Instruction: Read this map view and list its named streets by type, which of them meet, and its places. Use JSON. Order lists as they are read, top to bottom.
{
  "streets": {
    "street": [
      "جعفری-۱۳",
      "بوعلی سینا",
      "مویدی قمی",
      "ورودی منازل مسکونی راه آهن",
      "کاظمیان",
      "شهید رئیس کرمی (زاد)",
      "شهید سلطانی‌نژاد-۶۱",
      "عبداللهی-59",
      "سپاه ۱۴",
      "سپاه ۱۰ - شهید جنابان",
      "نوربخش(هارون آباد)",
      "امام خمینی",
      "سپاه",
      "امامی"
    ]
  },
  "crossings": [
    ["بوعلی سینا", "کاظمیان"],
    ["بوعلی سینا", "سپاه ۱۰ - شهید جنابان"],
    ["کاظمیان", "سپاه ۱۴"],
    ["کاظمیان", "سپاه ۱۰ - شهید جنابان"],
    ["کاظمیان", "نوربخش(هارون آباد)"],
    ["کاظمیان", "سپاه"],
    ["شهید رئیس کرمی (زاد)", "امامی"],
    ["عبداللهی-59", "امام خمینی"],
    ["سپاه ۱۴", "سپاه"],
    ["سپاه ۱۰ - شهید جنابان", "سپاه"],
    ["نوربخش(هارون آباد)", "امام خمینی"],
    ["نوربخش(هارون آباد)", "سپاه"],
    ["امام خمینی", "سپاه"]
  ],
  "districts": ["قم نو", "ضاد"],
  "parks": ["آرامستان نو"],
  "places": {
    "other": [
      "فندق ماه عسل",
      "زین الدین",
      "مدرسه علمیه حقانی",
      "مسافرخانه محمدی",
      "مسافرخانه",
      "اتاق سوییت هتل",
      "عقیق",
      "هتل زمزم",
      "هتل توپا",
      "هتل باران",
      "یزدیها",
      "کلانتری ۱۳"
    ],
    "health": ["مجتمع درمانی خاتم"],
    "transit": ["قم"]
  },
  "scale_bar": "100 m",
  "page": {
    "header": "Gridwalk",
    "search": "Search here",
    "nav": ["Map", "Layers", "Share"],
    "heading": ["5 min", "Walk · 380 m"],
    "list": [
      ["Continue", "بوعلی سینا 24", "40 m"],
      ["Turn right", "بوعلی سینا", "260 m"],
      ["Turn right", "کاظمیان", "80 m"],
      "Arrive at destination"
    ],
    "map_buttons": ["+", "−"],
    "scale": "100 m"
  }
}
====
:: YOUR ASSIGNMENT ::
Everything in the listing above needs to be copied exactly.

:: ANSWER BELOW ::
Instruction: Read this map view and list its named streets by type, which of them meet, and its places. Use JSON. Order lists as they are read, top to bottom.
{
  "streets": {
    "street": [
      "جعفری-۱۳",
      "بوعلی سینا",
      "مویدی قمی",
      "ورودی منازل مسکونی راه آهن",
      "کاظمیان",
      "شهید رئیس کرمی (زاد)",
      "شهید سلطانی‌نژاد-۶۱",
      "عبداللهی-59",
      "سپاه ۱۴",
      "سپاه ۱۰ - شهید جنابان",
      "نوربخش(هارون آباد)",
      "امام خمینی",
      "سپاه",
      "امامی"
    ]
  },
  "crossings": [
    ["بوعلی سینا", "کاظمیان"],
    ["بوعلی سینا", "سپاه ۱۰ - شهید جنابان"],
    ["کاظمیان", "سپاه ۱۴"],
    ["کاظمیان", "سپاه ۱۰ - شهید جنابان"],
    ["کاظمیان", "نوربخش(هارون آباد)"],
    ["کاظمیان", "سپاه"],
    ["شهید رئیس کرمی (زاد)", "امامی"],
    ["عبداللهی-59", "امام خمینی"],
    ["سپاه ۱۴", "سپاه"],
    ["سپاه ۱۰ - شهید جنابان", "سپاه"],
    ["نوربخش(هارون آباد)", "امام خمینی"],
    ["نوربخش(هارون آباد)", "سپاه"],
    ["امام خمینی", "سپاه"]
  ],
  "districts": ["قم نو", "ضاد"],
  "parks": ["آرامستان نو"],
  "places": {
    "other": [
      "فندق ماه عسل",
      "زین الدین",
      "مدرسه علمیه حقانی",
      "مسافرخانه محمدی",
      "مسافرخانه",
      "اتاق سوییت هتل",
      "عقیق",
      "هتل زمزم",
      "هتل توپا",
      "هتل باران",
      "یزدیها",
      "کلانتری ۱۳"
    ],
    "health": ["مجتمع درمانی خاتم"],
    "transit": ["قم"]
  },
  "scale_bar": "100 m",
  "page": {
    "header": "Gridwalk",
    "search": "Search here",
    "nav": ["Map", "Layers", "Share"],
    "heading": ["5 min", "Walk · 380 m"],
    "list": [
      ["Continue", "بوعلی سینا 24", "40 m"],
      ["Turn right", "بوعلی سینا", "260 m"],
      ["Turn right", "کاظمیان", "80 m"],
      "Arrive at destination"
    ],
    "map_buttons": ["+", "−"],
    "scale": "100 m"
  }
}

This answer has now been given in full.